City traffic

Watching the news lately I’ve noticed a lot of talk on auto traffic getting worse. When are the city fathers going to look into rail traffic. Commuter rail over highway mediums. Elevated with no traffic lights to worry about, A two rail system with one rain inbound and one rail outbound. Guarded, out of city parking. And while im on the subject, why not a elevated monorail system all around the country. Again, a two rail system, one going and one comming. If we had a passenger system like this, I believe more people would ride trains. They would be safer, quiet and much faster than surface travel, and more reliable than air traffic.

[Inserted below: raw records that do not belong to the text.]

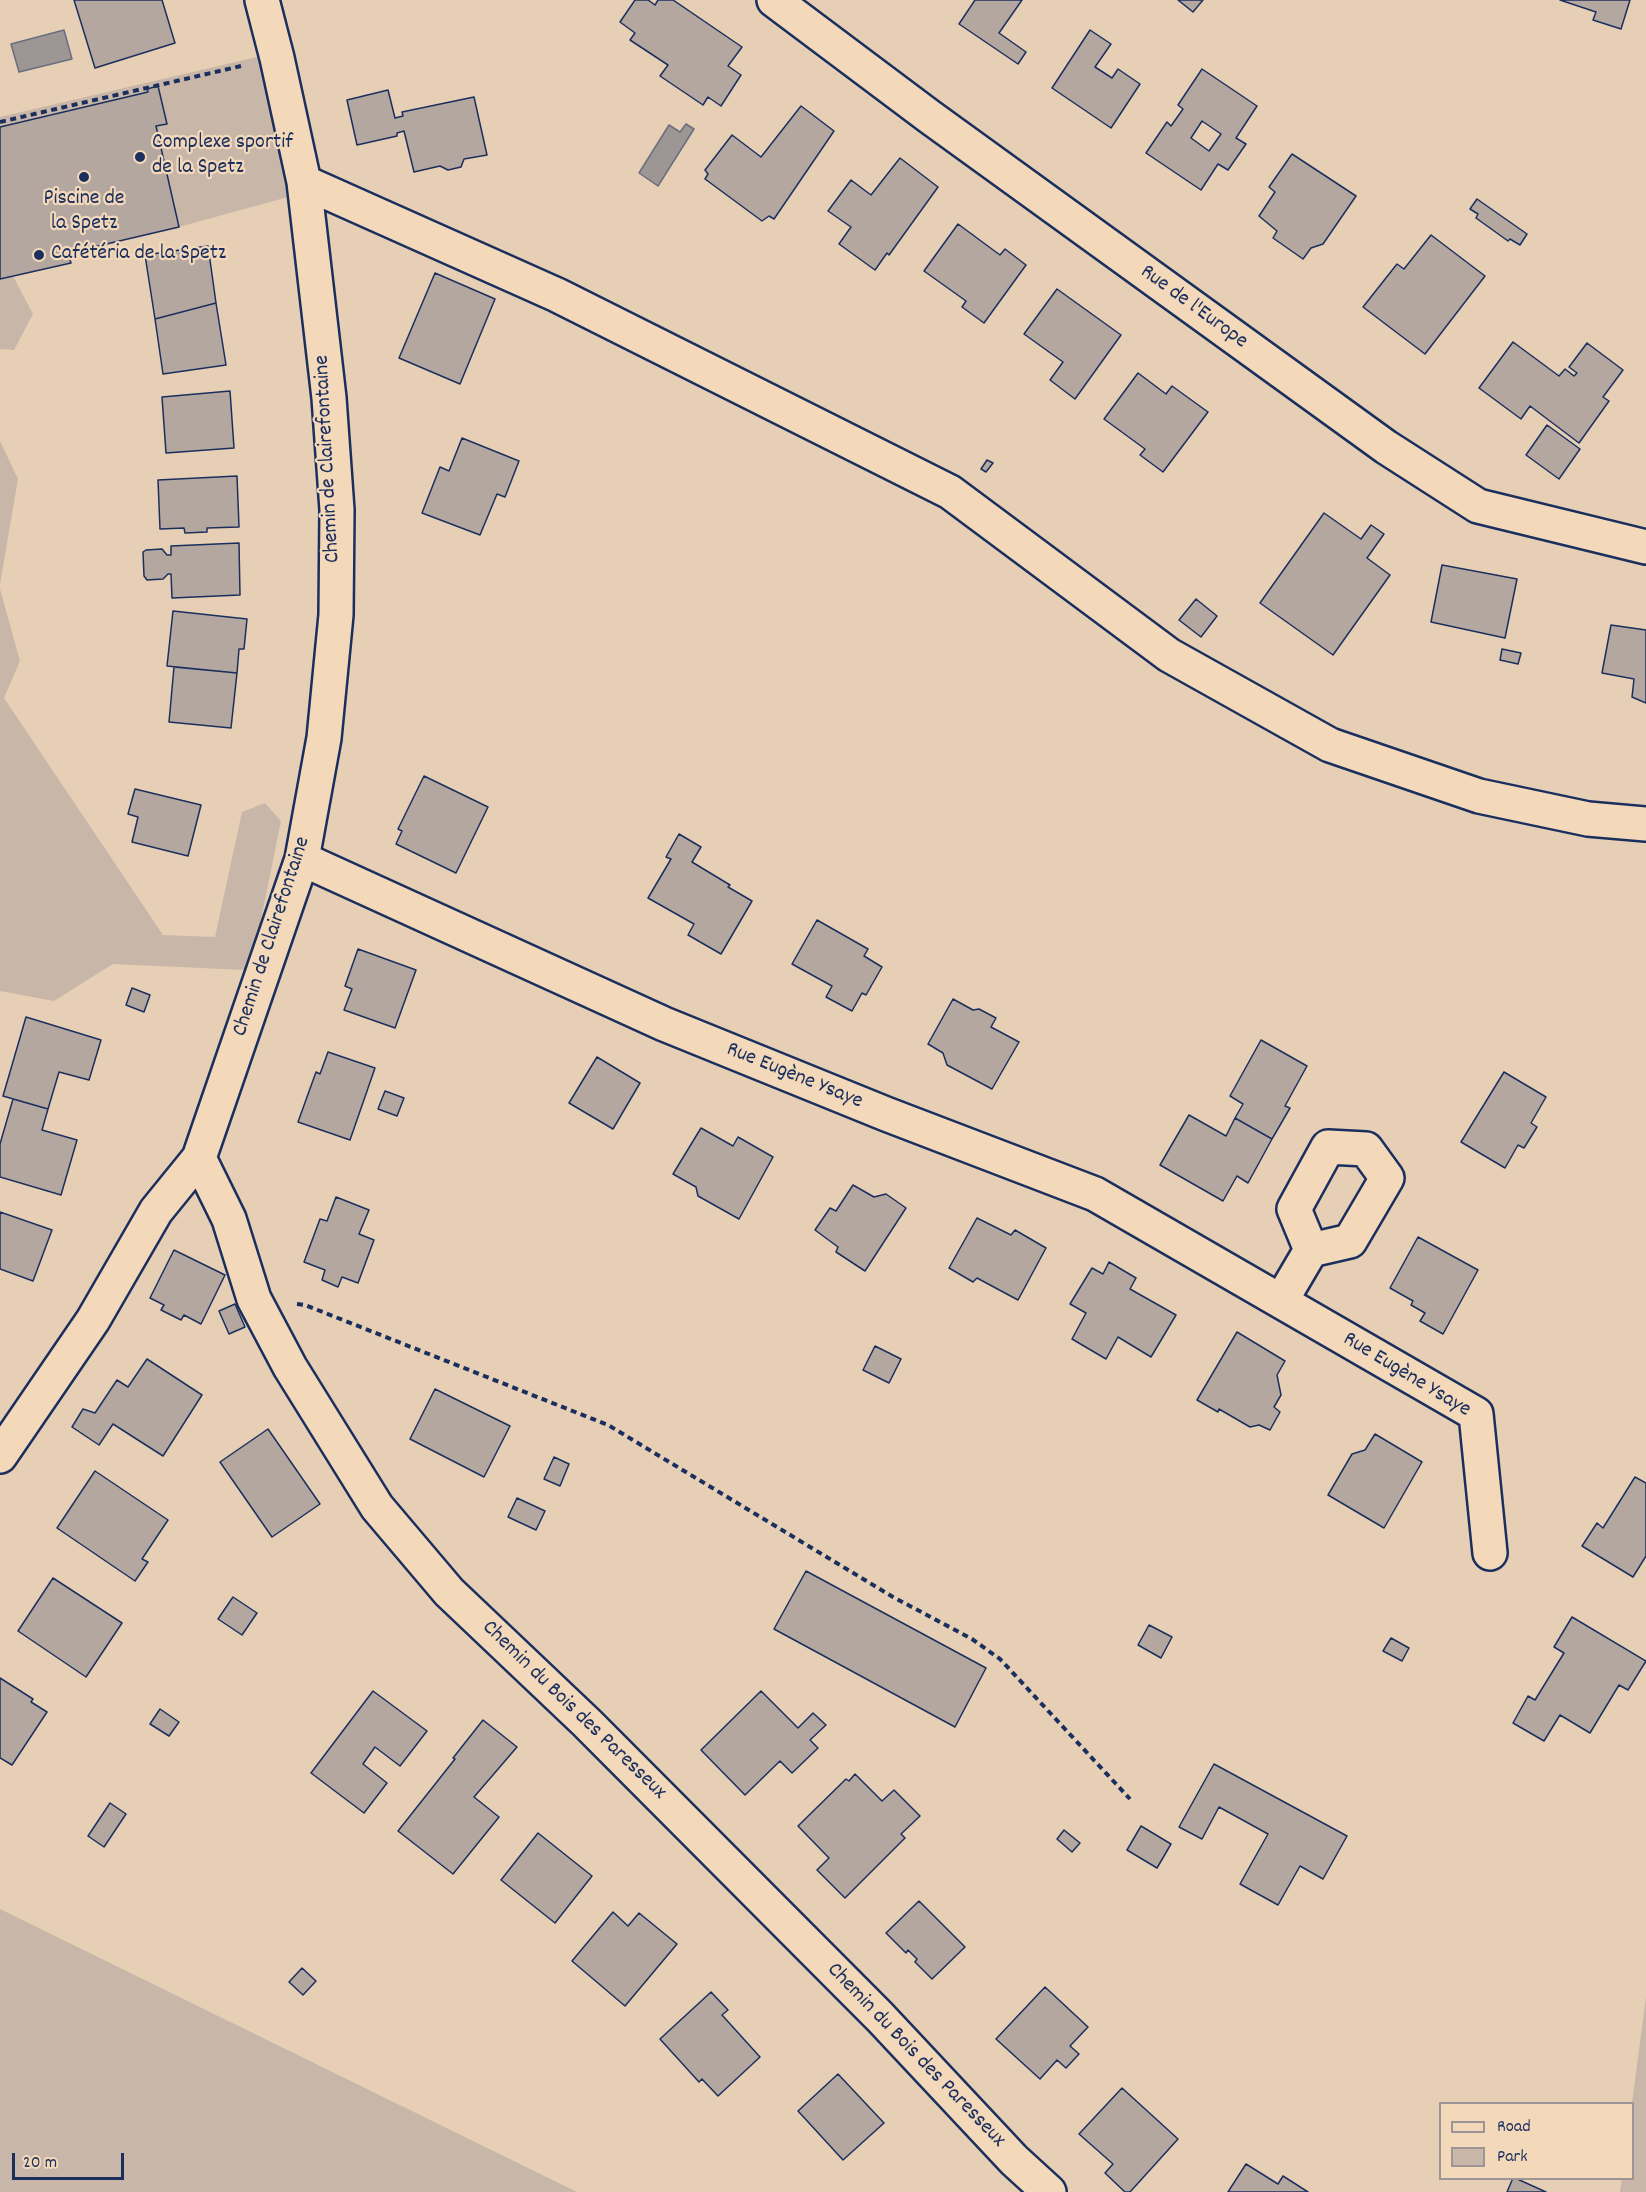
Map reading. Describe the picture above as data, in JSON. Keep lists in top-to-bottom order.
{
  "streets": {
    "street": [
      "Rue de l'Europe",
      "Chemin de Clairefontaine",
      "Rue Eugène Ysaye",
      "Chemin du Bois des Paresseux"
    ]
  },
  "crossings": [
    ["Chemin de Clairefontaine", "Rue Eugène Ysaye"],
    ["Chemin de Clairefontaine", "Chemin du Bois des Paresseux"]
  ],
  "places": ["Complexe sportif de la Spetz", "Piscine de la Spetz", "Cafétéria de la Spetz"],
  "legend": ["Road", "Park"],
  "scale_bar": "20 m"
}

As soon as the rail lobby is more powerful than the highway lobby.

I agree with Larry,they’ve been studying it for over ten years
here in Louisville,and it looks like it will be that long again,
or longer before we see ‘anything’.
And believe me,we could use it;if it ever happens!

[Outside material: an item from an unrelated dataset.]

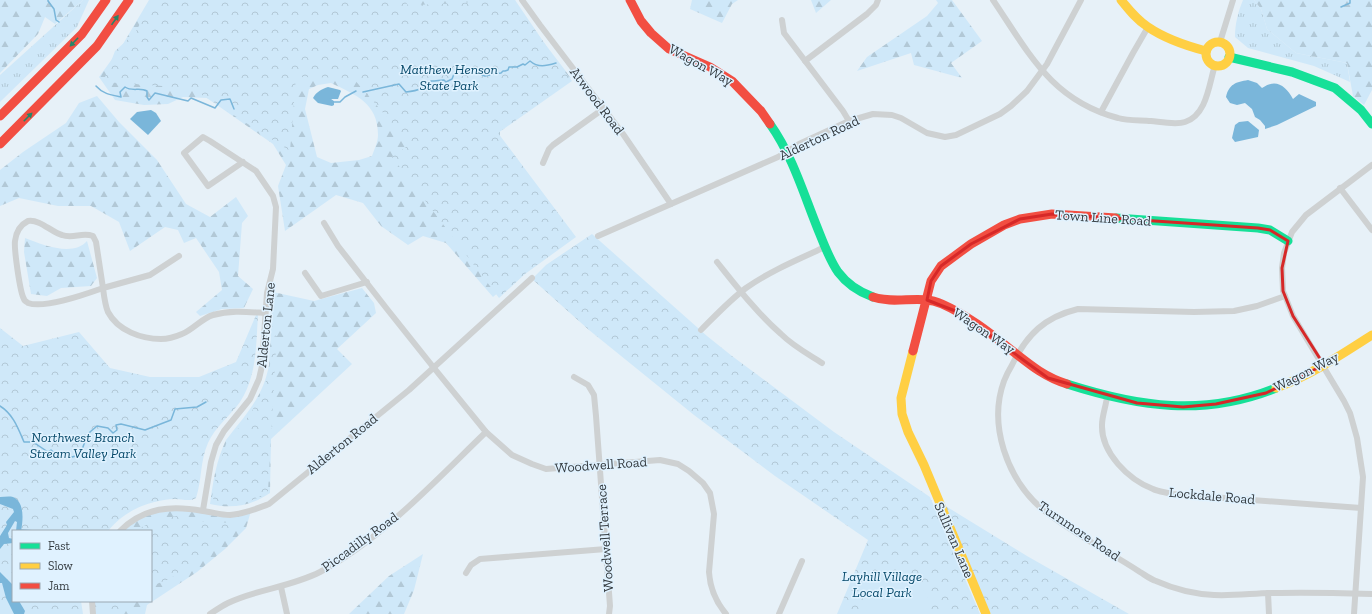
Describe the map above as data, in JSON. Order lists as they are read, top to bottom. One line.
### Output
{"streets":{"main road":["Wagon Way","Town Line Road","Sullivan Lane"],"street":["Atwood Road","Alderton Road","Alderton Lane","Woodwell Road","Lockdale Road","Turnmore Road","Woodwell Terrace","Piccadilly Road"]},"crossings":[["Wagon Way","Alderton Road"],["Wagon Way","Town Line Road"],["Wagon Way","Lockdale Road"],["Wagon Way","Turnmore Road"],["Atwood Road","Alderton Road"],["Alderton Road","Alderton Lane"],["Alderton Road","Woodwell Road"],["Town Line Road","Sullivan Lane"],["Woodwell Road","Woodwell Terrace"],["Woodwell Road","Piccadilly Road"]],"parks":["Matthew Henson State Park","Northwest Branch Stream Valley Park","Layhill Village Local Park"],"legend":["Fast","Slow","Jam"]}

Ya,raise gas Prices like to $25 a Gallon then just mabe People will stop driving.

In my opinion monorail is a poor substitute for light rail, which can be built above, on, and below the ground…Monorail cars have very few seats, whereas light rail cars have a lot more seating… Commuter rail cars have even more seating capacity…

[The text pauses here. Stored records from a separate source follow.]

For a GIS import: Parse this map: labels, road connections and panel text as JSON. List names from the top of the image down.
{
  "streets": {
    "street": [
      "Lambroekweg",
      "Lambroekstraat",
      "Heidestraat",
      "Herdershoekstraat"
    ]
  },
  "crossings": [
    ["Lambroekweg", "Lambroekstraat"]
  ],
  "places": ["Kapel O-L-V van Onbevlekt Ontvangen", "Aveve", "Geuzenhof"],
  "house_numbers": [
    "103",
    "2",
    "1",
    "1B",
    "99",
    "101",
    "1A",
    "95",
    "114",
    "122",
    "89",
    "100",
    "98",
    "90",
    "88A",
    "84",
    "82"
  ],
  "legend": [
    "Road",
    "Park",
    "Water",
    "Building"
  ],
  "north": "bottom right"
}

But for long distance runs, comfort must have priority… No one will stand on a monorail car for much more than 30 minutes… Therefore, the real topic concerning long distance is high speed rail…preferrably TGV-ICE versions…

As for the highway lobby, its about to come to an end… American manufacturers of automobiles are losing money as quickly as the American airlines are… It won’t be long before the American highway lobby dies, much like American airlines dying…

So there is some hope for HSR in the long run…

We won’t see much except political pork barrel boondoggles until more of us start asking if there’s some constitutional or moral obligation for government to provide pavement for every auto the manufacturers can sell. We keep pouring tax dollars into efforts to revitalize the urban areas that have been hard hit by highway-generated flight to the suburbs, yet do nothing to amend state planning codes that continue to allow new urban and suburban development “for motorists only.”

Will rail and public transit advocates who also drive cars support a civil rights movement for people who don’t drive cars – not just minorities and poor people, but everybody who claims that they’re forced to depend on cars. This is supposed to be a free country. Driving is a privilege, not a right. Our right to life is being violated when government planners allow development that forces us to depend on modes of transportation so dangerous that it requires seat belts, air bags or crash helmets.

It’s those people who don’t drive who are the key to any kind of equitable transportation and land use policy reforms. But I guess those of us who drive are too elitist to worry about them.